* WHAT YOU WILL DO *
Across the entries below, how many lines contain the string "JSON"? Only the number is wanted.

(Beginning of AVAILABLE DATA)

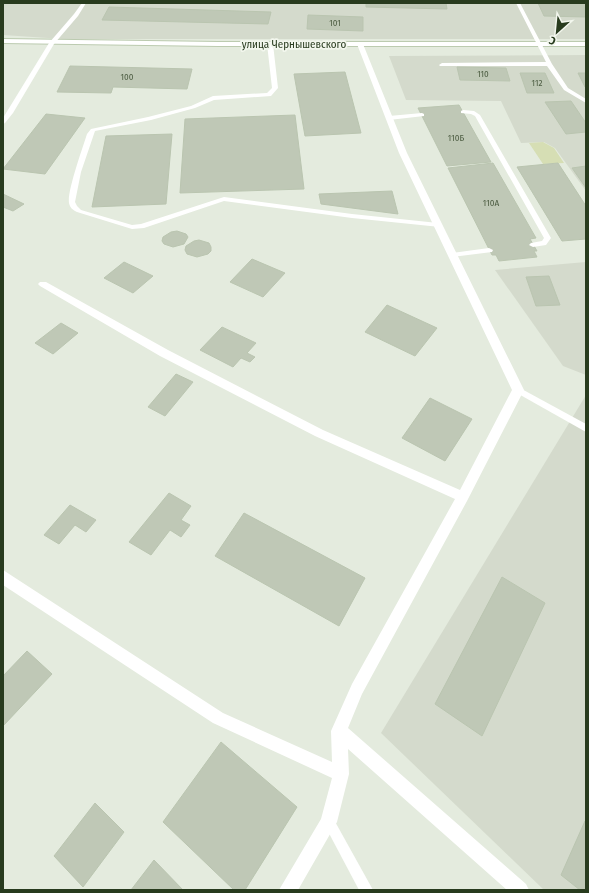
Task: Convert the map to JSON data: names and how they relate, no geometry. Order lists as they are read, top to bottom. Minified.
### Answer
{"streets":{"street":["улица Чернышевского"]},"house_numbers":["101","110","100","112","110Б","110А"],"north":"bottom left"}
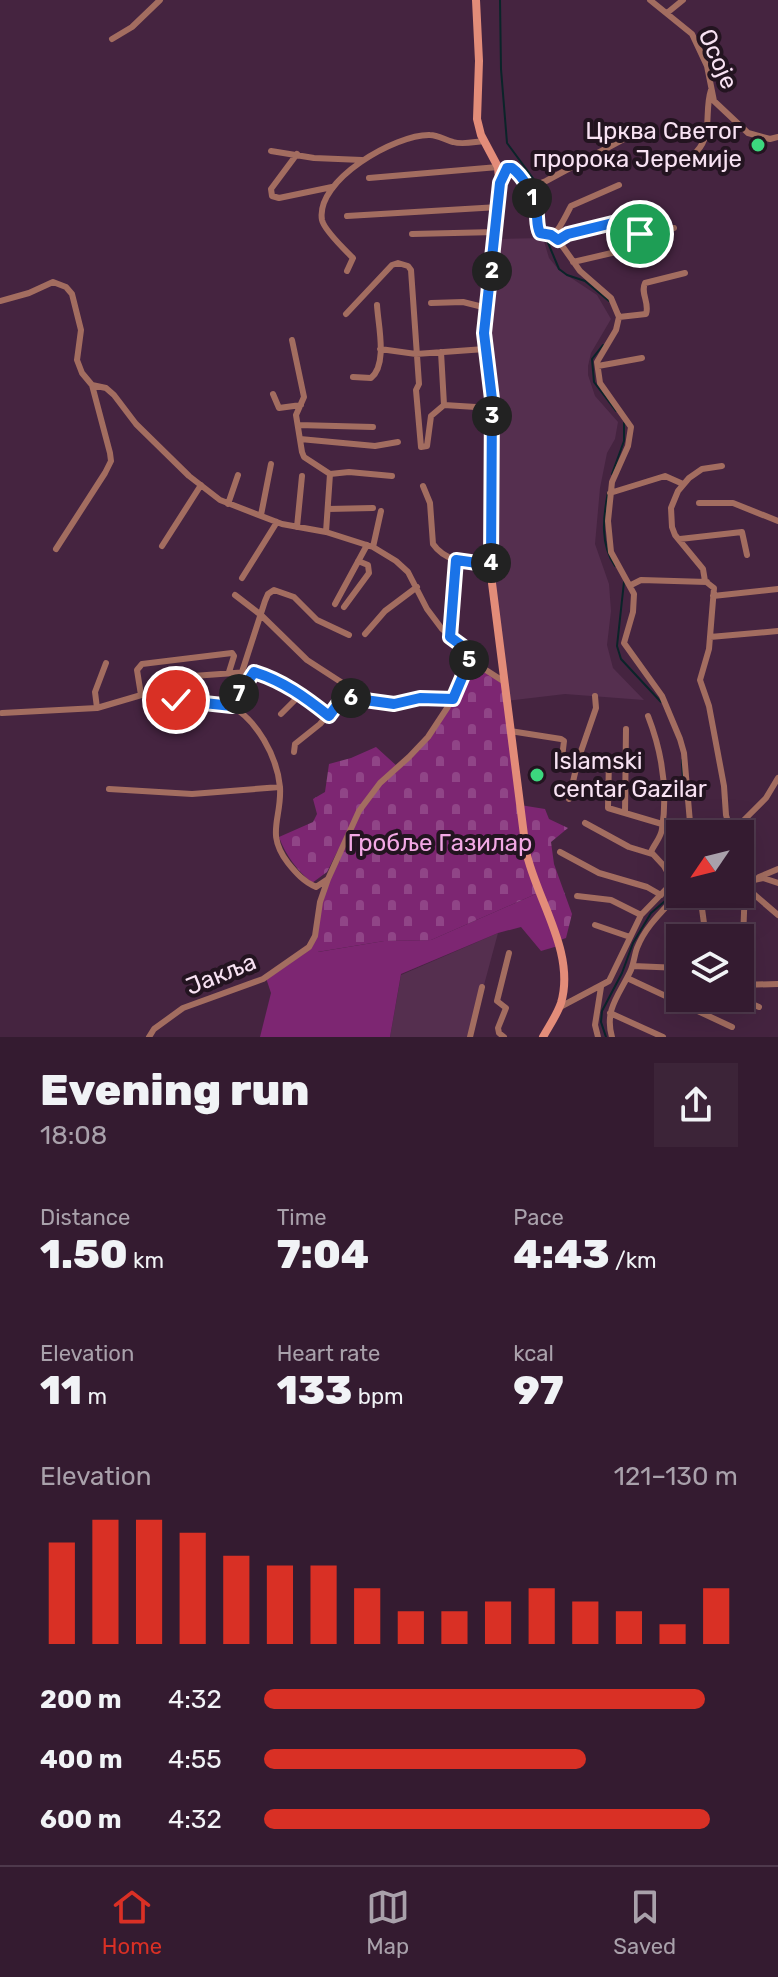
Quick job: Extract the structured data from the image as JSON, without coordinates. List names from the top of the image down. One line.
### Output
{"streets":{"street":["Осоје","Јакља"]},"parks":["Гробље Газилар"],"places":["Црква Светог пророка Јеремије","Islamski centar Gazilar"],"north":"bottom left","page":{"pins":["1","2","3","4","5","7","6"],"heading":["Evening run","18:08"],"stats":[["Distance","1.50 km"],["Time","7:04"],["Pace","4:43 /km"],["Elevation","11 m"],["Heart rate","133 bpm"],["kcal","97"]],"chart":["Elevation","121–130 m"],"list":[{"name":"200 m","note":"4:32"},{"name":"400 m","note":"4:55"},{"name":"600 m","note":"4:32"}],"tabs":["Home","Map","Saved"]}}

(End of AVAILABLE DATA)

* SOLUTION TO THIS EXERCISE *
2